Preparing gifted and talented children for child care, preschool and school
Your gifted child might be excited or curious about starting child care, preschool or school. And because of his advanced abilities, he might also be more aware of the changes than other children his age. He might have strong feelings about the changes too.
Here are practical tips to get your child ready for transitions to child care, preschool and school:
- Visit the child care centre, preschool or school with your child to see how learning happens.
- Go to orientation days. They give you and your child a chance to get more comfortable with the new place and to meet teachers and other children.
- If your child has questions about the learning program, encourage her to ask the teachers.
- Talk with your child about how the teachers work with children and the different things your child will do to learn.
- Ask teachers about support for your child as he settles in. For example, your child might need help to make friends.
Challenges at school for gifted and talented children
Gifted and talented children can face particular challenges when they go to child care, preschool and school, including being younger than peers, learning differently and underachieving.
The first step in sorting out these challenges is talking with your child’s teacher. You can also talk with other school staff, like the school counsellor, the principal or the student welfare coordinator.
Being younger than peers
To meet their learning needs, gifted children sometimes start school early or skip grades at school. This means that they’re younger than other children in their class.
This can work well if your gifted child gets along well with older children, as many gifted children do. But if your gifted child’s social and emotional development isn’t as advanced as her other abilities, she might need a bit more support.
Even when you’ve chosen preschools and schools carefully, you might sometimes find that the way your child likes to learn is different from the way learning usually happens in his child care, preschool or school class.

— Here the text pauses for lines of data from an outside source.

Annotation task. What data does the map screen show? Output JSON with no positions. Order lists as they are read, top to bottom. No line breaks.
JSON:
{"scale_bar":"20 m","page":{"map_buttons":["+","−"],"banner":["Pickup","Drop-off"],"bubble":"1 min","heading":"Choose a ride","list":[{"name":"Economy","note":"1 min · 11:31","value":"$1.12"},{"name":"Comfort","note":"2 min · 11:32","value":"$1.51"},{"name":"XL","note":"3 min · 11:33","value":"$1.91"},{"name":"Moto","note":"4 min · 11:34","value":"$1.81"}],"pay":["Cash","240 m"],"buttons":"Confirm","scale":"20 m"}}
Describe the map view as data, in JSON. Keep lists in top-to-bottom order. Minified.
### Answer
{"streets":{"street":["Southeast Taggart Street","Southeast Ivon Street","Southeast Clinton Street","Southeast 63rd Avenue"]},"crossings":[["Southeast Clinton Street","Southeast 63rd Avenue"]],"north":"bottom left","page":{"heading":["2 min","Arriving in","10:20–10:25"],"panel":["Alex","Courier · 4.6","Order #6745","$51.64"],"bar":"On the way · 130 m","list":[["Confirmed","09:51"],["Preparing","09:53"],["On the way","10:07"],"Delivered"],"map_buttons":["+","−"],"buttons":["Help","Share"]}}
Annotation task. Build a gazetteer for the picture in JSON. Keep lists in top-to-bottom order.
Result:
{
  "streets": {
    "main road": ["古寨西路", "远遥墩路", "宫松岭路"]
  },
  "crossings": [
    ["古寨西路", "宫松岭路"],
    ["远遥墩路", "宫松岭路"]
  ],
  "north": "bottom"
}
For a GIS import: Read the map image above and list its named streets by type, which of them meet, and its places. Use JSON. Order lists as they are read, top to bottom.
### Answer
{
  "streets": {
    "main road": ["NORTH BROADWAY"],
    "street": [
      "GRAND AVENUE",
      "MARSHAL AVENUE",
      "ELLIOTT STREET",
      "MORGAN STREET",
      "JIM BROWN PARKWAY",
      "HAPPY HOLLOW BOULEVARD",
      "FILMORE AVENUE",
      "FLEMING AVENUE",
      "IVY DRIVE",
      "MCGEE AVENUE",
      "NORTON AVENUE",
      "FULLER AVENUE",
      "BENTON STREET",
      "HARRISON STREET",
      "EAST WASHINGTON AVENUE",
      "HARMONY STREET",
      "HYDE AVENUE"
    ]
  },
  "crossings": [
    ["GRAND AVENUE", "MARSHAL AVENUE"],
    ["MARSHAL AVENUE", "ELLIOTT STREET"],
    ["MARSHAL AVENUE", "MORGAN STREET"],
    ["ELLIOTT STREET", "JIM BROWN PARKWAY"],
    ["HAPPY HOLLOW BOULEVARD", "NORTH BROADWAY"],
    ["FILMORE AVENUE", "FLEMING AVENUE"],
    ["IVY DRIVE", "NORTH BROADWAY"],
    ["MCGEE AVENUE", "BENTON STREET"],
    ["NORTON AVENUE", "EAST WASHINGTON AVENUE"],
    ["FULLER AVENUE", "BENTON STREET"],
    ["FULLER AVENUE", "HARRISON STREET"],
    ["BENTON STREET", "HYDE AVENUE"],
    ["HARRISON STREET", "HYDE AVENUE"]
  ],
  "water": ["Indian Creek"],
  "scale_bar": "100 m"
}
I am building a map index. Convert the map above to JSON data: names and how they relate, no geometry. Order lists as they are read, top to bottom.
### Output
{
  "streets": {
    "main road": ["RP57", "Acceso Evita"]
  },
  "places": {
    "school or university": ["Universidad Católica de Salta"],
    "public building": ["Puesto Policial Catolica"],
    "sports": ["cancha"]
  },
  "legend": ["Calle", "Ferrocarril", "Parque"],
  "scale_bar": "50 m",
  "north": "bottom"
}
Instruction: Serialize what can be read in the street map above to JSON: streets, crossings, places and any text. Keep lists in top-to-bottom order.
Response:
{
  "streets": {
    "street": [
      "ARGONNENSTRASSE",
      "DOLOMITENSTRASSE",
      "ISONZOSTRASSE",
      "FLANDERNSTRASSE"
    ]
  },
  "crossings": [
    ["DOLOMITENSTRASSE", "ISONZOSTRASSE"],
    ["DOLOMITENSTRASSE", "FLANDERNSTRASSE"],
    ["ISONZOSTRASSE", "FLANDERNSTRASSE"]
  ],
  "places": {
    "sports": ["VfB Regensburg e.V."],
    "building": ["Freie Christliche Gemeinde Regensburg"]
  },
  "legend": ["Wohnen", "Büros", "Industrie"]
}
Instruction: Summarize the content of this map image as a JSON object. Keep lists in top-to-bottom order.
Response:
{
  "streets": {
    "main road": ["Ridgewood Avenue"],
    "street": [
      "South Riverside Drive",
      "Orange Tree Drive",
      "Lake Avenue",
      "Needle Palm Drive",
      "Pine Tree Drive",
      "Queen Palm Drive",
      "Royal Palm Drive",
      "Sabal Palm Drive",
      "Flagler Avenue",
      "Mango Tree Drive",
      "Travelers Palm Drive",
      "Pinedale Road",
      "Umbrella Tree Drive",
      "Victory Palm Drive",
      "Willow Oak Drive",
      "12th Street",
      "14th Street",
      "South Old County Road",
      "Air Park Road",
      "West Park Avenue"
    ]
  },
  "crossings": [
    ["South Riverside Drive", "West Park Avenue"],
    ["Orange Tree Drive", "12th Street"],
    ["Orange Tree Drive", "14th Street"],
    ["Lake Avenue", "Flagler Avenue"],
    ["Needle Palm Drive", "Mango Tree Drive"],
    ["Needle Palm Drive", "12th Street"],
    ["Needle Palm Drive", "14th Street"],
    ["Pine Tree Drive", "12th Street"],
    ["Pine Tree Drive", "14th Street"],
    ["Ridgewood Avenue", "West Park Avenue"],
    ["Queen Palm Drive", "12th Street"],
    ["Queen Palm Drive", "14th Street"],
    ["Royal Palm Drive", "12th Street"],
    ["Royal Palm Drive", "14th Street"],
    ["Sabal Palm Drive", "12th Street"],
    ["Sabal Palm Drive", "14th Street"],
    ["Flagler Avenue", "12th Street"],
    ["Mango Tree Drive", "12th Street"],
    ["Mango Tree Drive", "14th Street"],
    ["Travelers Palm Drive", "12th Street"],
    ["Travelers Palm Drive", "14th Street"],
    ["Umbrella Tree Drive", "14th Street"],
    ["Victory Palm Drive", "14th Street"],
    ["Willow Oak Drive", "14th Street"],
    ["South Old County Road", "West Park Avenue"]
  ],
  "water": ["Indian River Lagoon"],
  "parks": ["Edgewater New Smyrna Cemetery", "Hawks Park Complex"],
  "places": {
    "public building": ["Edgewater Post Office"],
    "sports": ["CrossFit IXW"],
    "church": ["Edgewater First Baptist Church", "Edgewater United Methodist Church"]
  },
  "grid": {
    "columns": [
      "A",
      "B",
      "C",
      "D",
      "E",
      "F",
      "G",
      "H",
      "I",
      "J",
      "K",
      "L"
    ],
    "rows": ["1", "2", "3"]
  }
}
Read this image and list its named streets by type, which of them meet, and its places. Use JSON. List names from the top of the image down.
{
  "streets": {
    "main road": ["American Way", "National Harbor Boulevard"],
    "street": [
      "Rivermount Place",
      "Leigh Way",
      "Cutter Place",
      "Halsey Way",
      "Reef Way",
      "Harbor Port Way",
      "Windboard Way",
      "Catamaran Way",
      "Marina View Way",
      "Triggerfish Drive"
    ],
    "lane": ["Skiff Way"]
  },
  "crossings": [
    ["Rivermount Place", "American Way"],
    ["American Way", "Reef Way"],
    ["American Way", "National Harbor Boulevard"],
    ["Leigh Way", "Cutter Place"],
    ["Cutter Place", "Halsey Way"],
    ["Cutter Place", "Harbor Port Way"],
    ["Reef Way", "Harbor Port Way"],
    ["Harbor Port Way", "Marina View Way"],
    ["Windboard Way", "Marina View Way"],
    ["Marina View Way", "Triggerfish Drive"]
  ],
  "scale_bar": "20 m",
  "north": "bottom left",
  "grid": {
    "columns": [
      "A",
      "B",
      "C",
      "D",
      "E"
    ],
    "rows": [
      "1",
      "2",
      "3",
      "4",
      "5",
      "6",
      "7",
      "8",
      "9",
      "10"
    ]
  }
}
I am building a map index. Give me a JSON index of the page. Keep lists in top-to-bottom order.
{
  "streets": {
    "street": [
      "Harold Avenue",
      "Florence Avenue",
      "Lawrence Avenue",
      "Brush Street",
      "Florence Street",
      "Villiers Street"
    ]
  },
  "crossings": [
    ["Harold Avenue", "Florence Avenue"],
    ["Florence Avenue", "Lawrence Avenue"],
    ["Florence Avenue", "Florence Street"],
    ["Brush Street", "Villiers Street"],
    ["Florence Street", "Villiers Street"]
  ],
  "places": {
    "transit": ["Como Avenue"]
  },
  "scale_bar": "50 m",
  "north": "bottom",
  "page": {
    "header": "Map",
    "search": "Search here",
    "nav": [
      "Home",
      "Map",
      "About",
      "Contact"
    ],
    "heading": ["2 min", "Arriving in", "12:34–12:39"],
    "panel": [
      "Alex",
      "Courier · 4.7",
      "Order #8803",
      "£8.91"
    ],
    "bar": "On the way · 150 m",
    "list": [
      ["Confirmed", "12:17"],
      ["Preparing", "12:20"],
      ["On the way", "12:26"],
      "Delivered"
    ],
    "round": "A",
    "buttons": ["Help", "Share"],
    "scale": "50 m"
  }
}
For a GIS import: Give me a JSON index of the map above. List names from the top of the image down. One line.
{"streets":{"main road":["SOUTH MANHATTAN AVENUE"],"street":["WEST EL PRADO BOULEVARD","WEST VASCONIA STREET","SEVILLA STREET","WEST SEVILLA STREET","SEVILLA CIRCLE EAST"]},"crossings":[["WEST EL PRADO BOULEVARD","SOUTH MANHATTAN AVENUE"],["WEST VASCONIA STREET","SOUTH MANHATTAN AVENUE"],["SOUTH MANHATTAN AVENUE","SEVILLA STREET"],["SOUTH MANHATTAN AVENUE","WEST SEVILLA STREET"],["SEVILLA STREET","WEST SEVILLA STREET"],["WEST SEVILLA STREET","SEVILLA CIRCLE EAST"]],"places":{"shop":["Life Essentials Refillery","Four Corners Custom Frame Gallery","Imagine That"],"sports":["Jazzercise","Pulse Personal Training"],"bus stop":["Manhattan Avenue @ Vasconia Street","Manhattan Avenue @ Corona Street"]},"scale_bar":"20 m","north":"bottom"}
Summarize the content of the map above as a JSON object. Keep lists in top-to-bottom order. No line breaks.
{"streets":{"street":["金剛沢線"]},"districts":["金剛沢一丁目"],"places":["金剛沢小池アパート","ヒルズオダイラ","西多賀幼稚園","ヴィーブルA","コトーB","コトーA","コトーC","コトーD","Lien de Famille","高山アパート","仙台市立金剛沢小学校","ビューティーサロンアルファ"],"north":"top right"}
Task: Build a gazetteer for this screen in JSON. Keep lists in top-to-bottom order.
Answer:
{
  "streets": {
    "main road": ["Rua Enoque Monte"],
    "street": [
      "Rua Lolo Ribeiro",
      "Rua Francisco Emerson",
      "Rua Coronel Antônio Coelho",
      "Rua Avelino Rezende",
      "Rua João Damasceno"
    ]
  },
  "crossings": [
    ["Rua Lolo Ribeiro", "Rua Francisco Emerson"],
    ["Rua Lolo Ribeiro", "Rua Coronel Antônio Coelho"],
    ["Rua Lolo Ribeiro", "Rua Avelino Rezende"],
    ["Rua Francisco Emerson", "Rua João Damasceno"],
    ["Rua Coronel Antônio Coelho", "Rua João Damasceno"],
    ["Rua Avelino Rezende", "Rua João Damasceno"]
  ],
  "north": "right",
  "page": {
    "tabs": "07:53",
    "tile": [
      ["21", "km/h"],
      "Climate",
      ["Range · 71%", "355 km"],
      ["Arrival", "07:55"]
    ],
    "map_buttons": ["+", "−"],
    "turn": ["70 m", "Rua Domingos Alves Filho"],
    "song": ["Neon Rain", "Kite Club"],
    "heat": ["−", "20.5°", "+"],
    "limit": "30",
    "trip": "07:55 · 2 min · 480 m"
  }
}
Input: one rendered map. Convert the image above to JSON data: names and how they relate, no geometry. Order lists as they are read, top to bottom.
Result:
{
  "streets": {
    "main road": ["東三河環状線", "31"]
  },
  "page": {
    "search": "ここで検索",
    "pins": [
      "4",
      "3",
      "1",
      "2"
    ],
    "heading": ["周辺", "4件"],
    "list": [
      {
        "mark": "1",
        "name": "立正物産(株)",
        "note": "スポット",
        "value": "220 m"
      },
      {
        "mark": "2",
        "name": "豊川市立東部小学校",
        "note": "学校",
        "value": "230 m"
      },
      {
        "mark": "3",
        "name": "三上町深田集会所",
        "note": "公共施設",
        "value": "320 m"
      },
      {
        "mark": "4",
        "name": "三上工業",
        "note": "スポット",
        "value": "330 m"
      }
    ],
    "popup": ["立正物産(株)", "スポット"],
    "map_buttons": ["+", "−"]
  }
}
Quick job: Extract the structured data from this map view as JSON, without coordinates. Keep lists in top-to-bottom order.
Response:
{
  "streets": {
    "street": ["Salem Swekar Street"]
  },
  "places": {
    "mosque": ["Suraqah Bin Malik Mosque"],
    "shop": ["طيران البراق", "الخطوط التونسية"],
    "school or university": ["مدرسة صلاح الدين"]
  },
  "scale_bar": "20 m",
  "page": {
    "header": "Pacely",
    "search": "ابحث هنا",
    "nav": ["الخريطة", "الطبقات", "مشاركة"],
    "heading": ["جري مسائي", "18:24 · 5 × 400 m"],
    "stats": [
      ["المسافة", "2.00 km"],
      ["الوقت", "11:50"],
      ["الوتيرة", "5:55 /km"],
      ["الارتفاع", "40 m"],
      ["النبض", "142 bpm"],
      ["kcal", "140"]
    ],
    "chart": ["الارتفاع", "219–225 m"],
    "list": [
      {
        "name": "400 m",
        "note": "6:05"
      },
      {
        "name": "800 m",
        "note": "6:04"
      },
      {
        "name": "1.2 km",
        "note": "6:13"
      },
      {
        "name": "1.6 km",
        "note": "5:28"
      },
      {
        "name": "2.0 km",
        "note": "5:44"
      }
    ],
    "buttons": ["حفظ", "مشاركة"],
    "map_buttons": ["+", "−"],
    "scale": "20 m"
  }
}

For example, your child might learn best by following her own interests at home. When she starts child care, preschool or school, her teacher will guide her learning. If your child has strong feelings about this change, she might need some support from you and from school.
Underachieving at school
If gifted children don’t get the right learning opportunities, they might not be able to use their abilities to get good school results. And if this happens, they might lose confidence, find it hard to make friends or seem a bit ‘lost’.
Also, a child might underachieve at school if he has an undiagnosed learning disability – for example, dyslexia. With support for the learning disability from teachers and parents, a child who is underachieving can start to do well at school again.